On February 6, 2017, Child was removed from T.H.G.’s home due to
safety concerns. T.H.G. was granted supervised visitation with Child at DHS
twice a week. On July 18, 2017, Child was placed back in T.H.G.’s care. On J-A30001-25
December 22, 2017, Child was again removed from T.H.G.’s care, this time
with the assistance of the police, and placed into foster care. 1 At a status
review hearing, held on March 22, 2018, the dependency court heard
testimony from case managers and permanency workers and determined that
Child should not be returned to T.H.G.’s care and that T.H.G. had no standing
under the dependency petition. Id. at *5. Immediately following that
decision, T.H.G. filed a petition to adopt Child. See Petition For Adoption,
3/22/18. Aaron Mixon, Esquire, was appointed to represent T.H.G. in the
matter. Subsequently, maternal grandmother, C.S., was granted temporary
physical custody of Child.
T.H.G. filed an appeal from the dependency court’s order removing Child
from her care. This Court reversed that determination, concluding that
because T.H.G. had been declared a pre-adoptive resource prior to DHS’
decision to remove Child from her care, the dependency court erred by failing
to grant T.H.G. standing to challenge DHS’s removal decision. See In re
T.H., supra at *10. Our Court remanded the matter with instructions to hold
additional dependency proceedings and to permit T.H.G. to participate fully in
those proceedings with counsel. Id. at *11-*12.

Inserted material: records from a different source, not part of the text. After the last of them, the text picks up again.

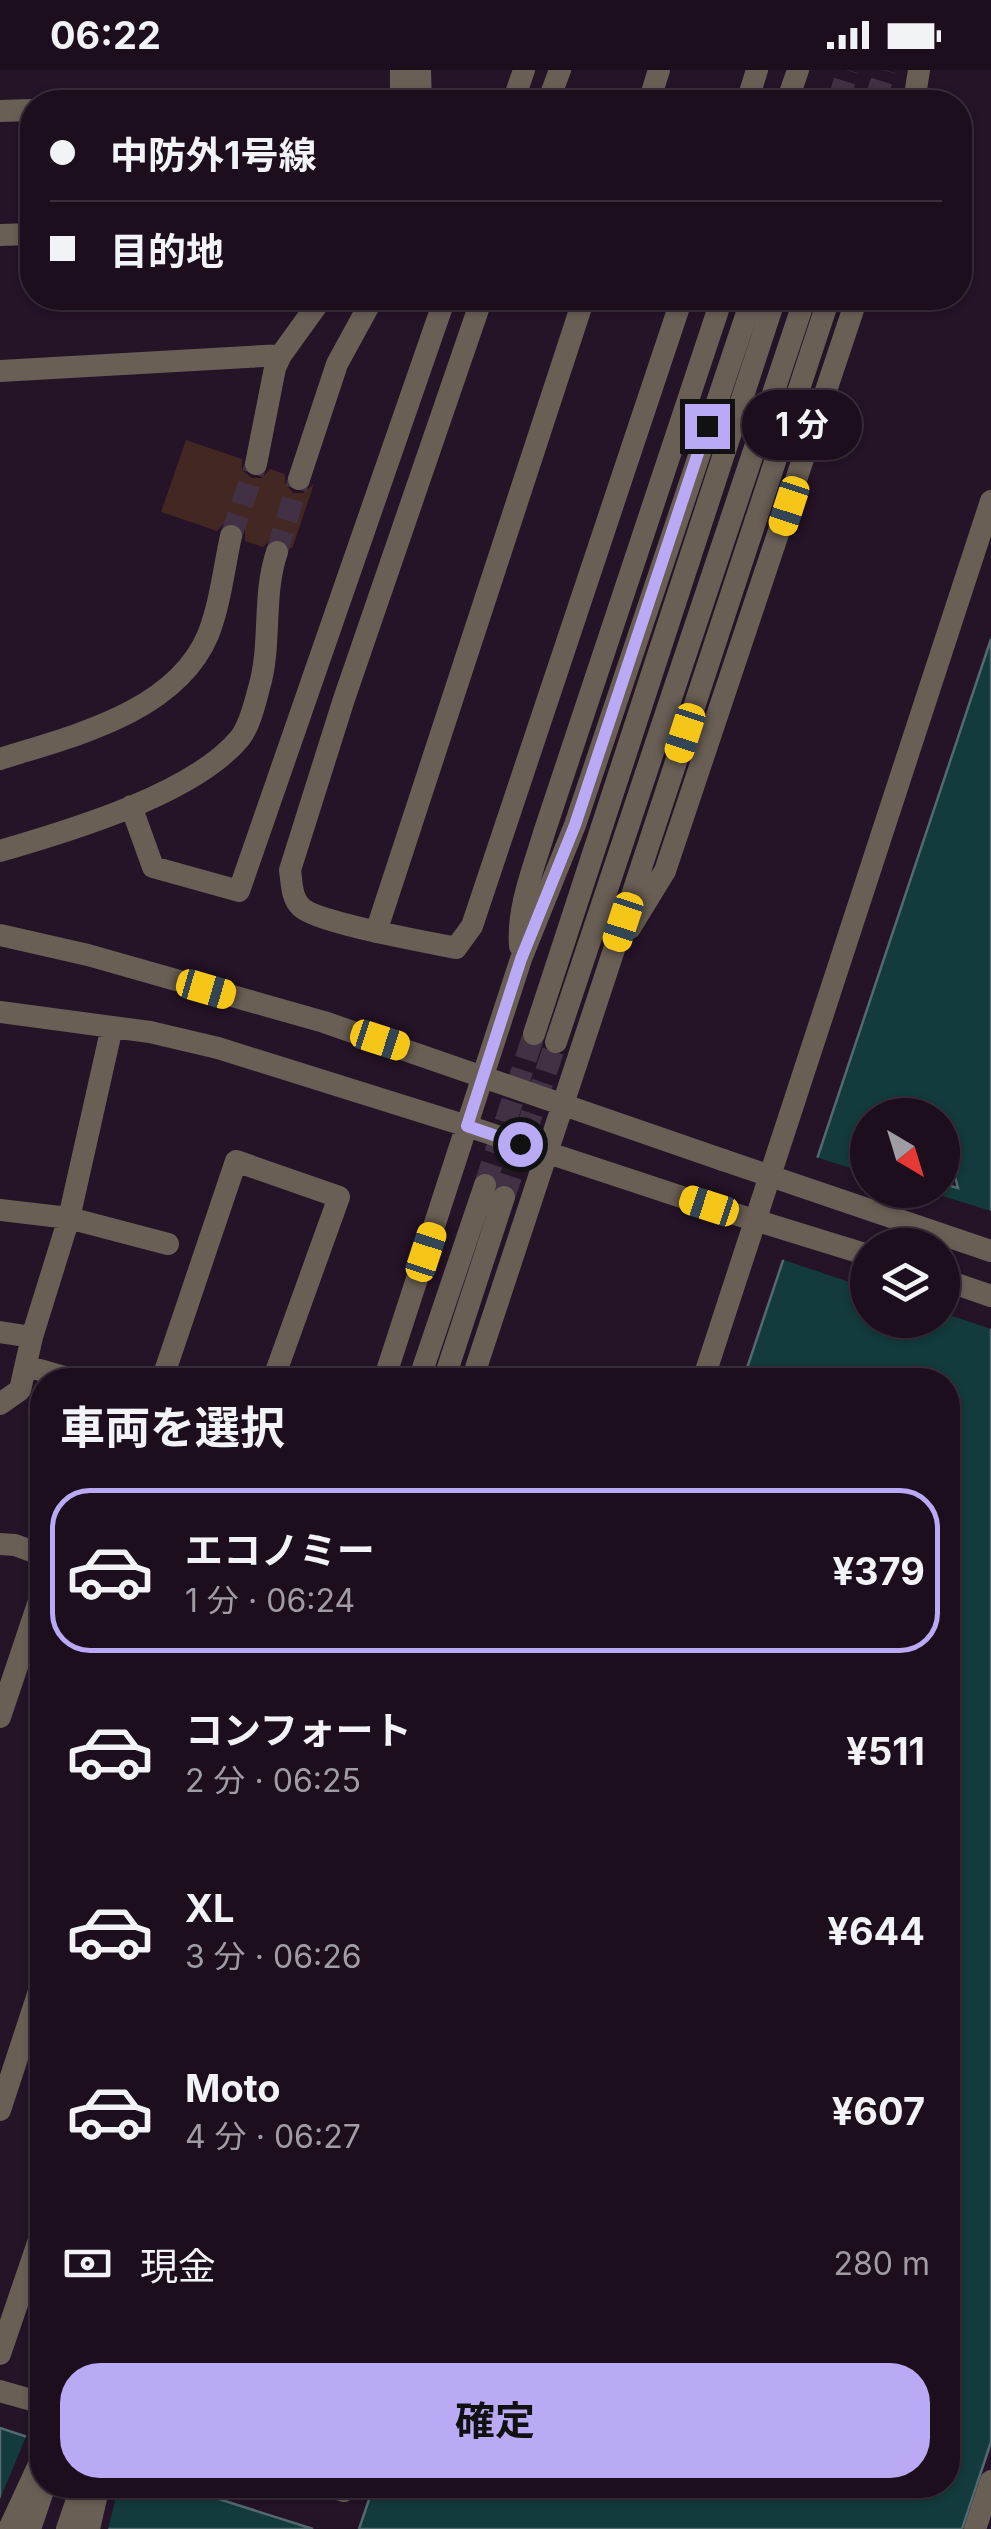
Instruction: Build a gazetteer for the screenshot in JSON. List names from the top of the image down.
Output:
{
  "north": "bottom right",
  "page": {
    "status": "06:22",
    "banner": ["中防外1号線", "目的地"],
    "bubble": "1 分",
    "heading": "車両を選択",
    "list": [
      {
        "name": "エコノミー",
        "note": "1 分 · 06:24",
        "value": "¥379"
      },
      {
        "name": "コンフォート",
        "note": "2 分 · 06:25",
        "value": "¥511"
      },
      {
        "name": "XL",
        "note": "3 分 · 06:26",
        "value": "¥644"
      },
      {
        "name": "Moto",
        "note": "4 分 · 06:27",
        "value": "¥607"
      }
    ],
    "pay": ["現金", "280 m"],
    "buttons": "確定"
  }
}
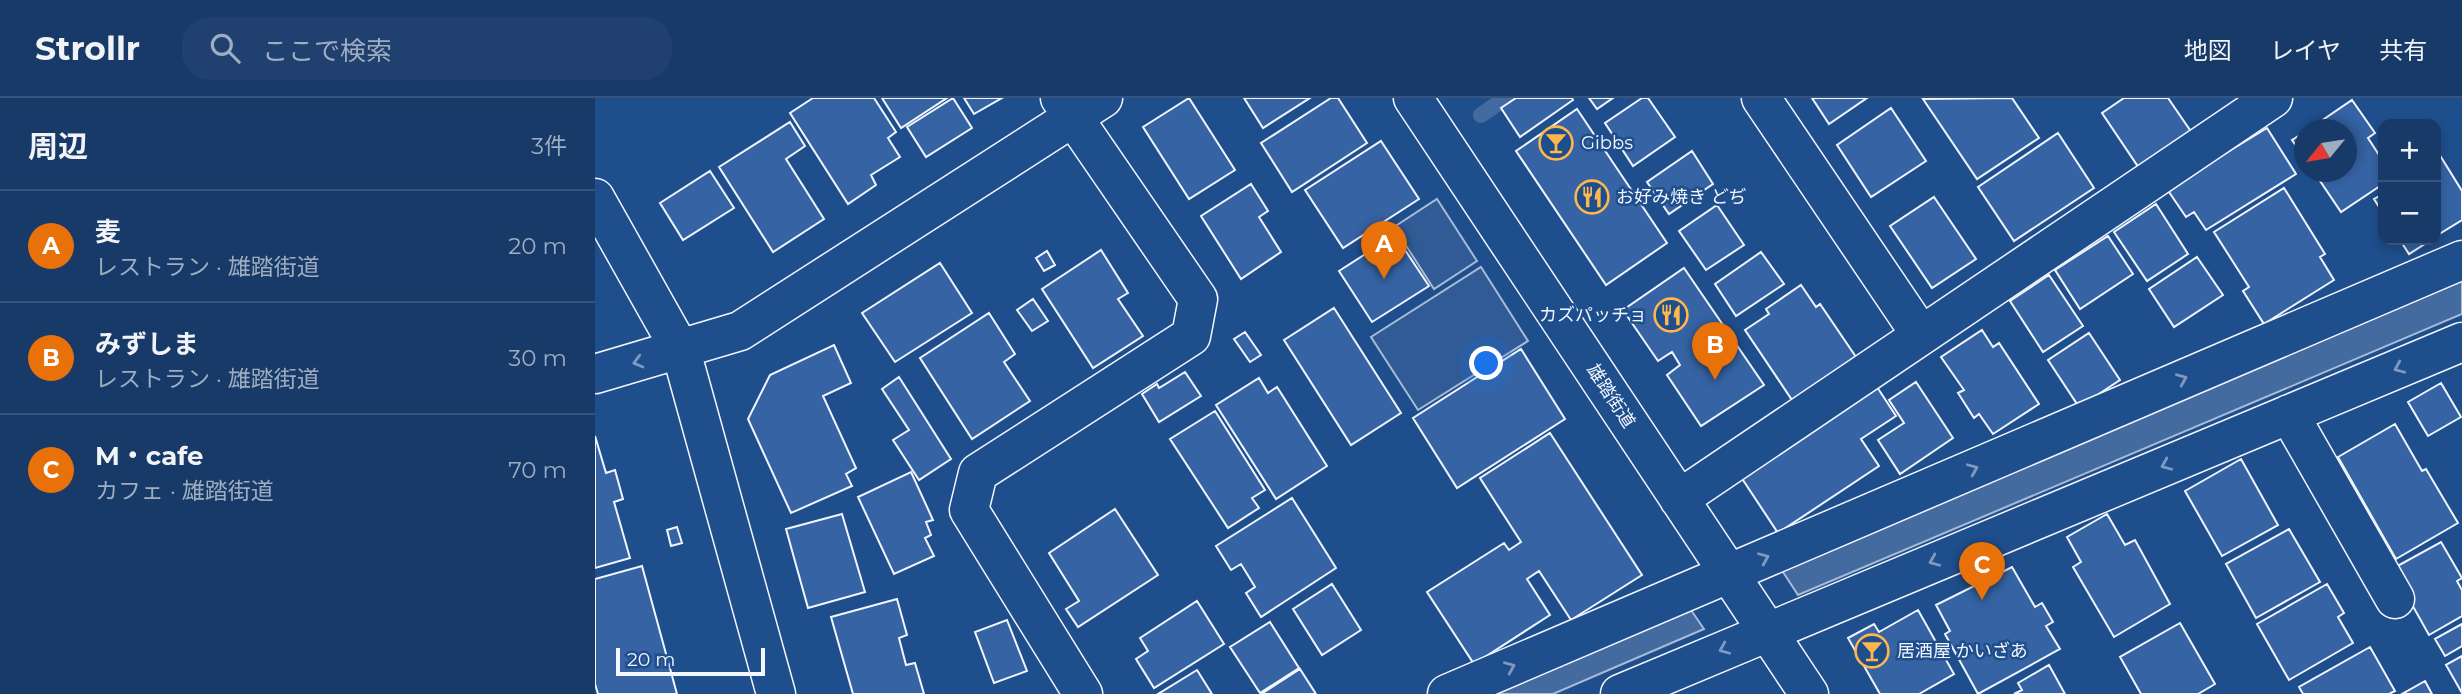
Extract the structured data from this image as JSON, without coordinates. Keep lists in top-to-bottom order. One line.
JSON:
{"streets":{"street":["雄踏街道"]},"places":{"bar":["Gibbs","居酒屋 かいざあ"],"restaurant":["お好み焼き どぢ","カズパッチョ"]},"scale_bar":"20 m","north":"bottom left","page":{"header":"Strollr","search":"ここで検索","nav":["地図","レイヤ","共有"],"heading":["周辺","3件"],"map_buttons":["+","−"],"list":[{"mark":"A","name":"麦","note":"レストラン · 雄踏街道","value":"20 m"},{"mark":"B","name":"みずしま","note":"レストラン · 雄踏街道","value":"30 m"},{"mark":"C","name":"M・cafe","note":"カフェ · 雄踏街道","value":"70 m"}],"pins":["A","B","C"],"scale":"20 m"}}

____________________________________________
1 At this visit, like the prior home visits, the Community Umbrella Agency (CUA) observed minimal to no food in T.H.G.’s kitchen cupboards, Child had minimal clothing, and Child was sleeping on a small cot with a mattress and no other furniture in her bedroom. See In re T.H., 1191 EDA 2018, *4-*5 (Pa. Super. 2018) (unpublished memorandum decision), citing Trial Court Opinion, 6/29/18, at 1-3.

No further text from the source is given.